Cette poète franco-libanaise fait régulièrement le pont entre l’Arabe et le Français, ce qui lui fait adopter des positions très nettes.

La langue arabe est sentimentale, dit-elle, et la langue française est devenue au cours du temps plus sèche, conceptuelle, précise. Pour passer de l’arabe au français et ne pas perdre l’âme du texte, il faut donc élaguer, rogner. Lorsqu’elle traduit en français le poète syrien Adonis, elle ne garde, dit-elle, qu’une métaphore sur deux et un adjectif sur trois. Mais étant le traducteur arabe de sa poésie à elle, Adonis se venge en y ajoutant les ornements qui conviennent au génie de sa langue.

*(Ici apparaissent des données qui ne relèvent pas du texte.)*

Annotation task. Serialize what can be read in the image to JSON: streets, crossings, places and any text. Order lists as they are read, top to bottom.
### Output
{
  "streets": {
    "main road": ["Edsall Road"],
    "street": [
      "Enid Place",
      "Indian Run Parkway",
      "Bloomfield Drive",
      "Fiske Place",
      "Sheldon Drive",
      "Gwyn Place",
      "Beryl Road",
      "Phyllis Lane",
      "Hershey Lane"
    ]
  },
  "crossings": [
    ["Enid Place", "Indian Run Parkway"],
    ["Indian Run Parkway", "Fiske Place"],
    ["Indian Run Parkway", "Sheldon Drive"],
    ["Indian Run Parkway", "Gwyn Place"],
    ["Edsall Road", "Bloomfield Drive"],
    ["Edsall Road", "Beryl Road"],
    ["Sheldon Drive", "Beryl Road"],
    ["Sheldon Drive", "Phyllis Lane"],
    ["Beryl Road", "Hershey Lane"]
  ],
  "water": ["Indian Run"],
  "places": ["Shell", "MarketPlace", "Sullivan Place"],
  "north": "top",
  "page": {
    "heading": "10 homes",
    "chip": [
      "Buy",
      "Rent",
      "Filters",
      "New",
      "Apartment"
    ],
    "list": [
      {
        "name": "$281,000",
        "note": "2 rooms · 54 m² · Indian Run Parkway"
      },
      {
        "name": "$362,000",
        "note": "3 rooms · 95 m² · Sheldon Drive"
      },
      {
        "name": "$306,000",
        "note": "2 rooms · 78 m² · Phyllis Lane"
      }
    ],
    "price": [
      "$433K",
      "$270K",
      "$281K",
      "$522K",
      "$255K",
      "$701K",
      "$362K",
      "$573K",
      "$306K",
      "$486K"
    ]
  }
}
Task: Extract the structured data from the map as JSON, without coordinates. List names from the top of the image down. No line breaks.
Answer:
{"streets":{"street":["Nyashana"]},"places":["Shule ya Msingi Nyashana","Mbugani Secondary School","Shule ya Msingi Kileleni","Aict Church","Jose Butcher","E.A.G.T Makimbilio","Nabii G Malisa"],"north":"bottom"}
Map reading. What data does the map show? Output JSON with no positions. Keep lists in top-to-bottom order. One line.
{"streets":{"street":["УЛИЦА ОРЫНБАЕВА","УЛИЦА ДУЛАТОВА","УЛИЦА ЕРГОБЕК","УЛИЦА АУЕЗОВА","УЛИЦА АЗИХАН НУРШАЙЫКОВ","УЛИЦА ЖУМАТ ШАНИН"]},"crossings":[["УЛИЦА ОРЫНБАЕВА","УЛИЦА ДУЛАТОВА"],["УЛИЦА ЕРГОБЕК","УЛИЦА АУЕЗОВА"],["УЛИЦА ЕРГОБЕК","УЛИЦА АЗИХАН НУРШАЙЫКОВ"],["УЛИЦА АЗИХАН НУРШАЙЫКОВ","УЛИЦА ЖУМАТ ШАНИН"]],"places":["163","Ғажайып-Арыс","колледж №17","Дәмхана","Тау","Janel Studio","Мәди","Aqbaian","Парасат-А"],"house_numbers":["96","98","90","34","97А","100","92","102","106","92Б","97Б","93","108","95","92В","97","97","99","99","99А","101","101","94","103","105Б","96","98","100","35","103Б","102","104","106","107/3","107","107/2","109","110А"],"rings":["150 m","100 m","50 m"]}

Titien, “Vénus et Adonis” (détail), Madrid, musée du Prado

Ceci donne de drôles de dialogues entre eux :

M’ayant accusée d’avoir trop élagué son poème, Adonis m’a un jour lancé : “C’est comme si je commandais une sole dans un restaurant et qu’on m’apporte une arête dans mon assiette.” ” Pourquoi tu renverses mon poème ? Pourquoi tu commences par la fin ?” ai-je protesté à mon tour.

Traduire un poème revient à produire de la pluie avec un morceau de nuage, dit-elle pour terminer.

Voilà ce qui se passe « quand les poètes traduisent les poètes », selon le sous-titre  approprié du livre de Marie-Christine Macé.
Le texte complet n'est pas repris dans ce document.